Records supplied |
┌────────
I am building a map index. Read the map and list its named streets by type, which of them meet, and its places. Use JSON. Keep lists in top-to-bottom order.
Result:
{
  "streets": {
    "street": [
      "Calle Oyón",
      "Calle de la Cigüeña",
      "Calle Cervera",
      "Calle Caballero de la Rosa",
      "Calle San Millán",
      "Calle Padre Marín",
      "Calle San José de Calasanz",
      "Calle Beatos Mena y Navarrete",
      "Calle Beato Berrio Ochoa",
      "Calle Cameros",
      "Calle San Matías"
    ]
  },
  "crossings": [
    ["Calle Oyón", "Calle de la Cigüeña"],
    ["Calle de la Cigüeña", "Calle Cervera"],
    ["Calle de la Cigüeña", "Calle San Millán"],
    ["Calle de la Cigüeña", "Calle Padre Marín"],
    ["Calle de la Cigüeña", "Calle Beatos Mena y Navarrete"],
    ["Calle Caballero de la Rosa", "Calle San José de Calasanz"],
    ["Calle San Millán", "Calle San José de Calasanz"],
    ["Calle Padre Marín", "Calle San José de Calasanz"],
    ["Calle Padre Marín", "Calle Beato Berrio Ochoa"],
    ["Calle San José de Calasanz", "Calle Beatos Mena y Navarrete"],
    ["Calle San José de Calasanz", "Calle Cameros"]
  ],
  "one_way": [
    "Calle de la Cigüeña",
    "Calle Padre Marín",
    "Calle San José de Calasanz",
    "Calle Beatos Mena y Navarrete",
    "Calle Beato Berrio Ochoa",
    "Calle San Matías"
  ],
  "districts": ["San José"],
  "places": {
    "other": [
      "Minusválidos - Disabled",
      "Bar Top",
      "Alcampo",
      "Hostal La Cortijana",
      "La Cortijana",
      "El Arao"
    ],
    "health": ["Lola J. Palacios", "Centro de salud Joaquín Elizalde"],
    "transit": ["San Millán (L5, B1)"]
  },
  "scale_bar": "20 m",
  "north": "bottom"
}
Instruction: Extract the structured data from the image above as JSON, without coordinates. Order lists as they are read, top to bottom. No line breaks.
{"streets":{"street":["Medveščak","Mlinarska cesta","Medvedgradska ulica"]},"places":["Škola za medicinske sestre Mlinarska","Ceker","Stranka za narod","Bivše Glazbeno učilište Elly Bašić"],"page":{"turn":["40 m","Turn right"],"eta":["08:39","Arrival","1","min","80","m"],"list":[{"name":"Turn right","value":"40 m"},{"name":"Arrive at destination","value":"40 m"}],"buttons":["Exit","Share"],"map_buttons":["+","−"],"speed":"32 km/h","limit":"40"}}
└────────
The task | Lines with "lists" in the records above: copy every one of them.

Reply |
I am building a map index. Read the map and list its named streets by type, which of them meet, and its places. Use JSON. Keep lists in top-to-bottom order.
Instruction: Extract the structured data from the image above as JSON, without coordinates. Order lists as they are read, top to bottom. No line breaks.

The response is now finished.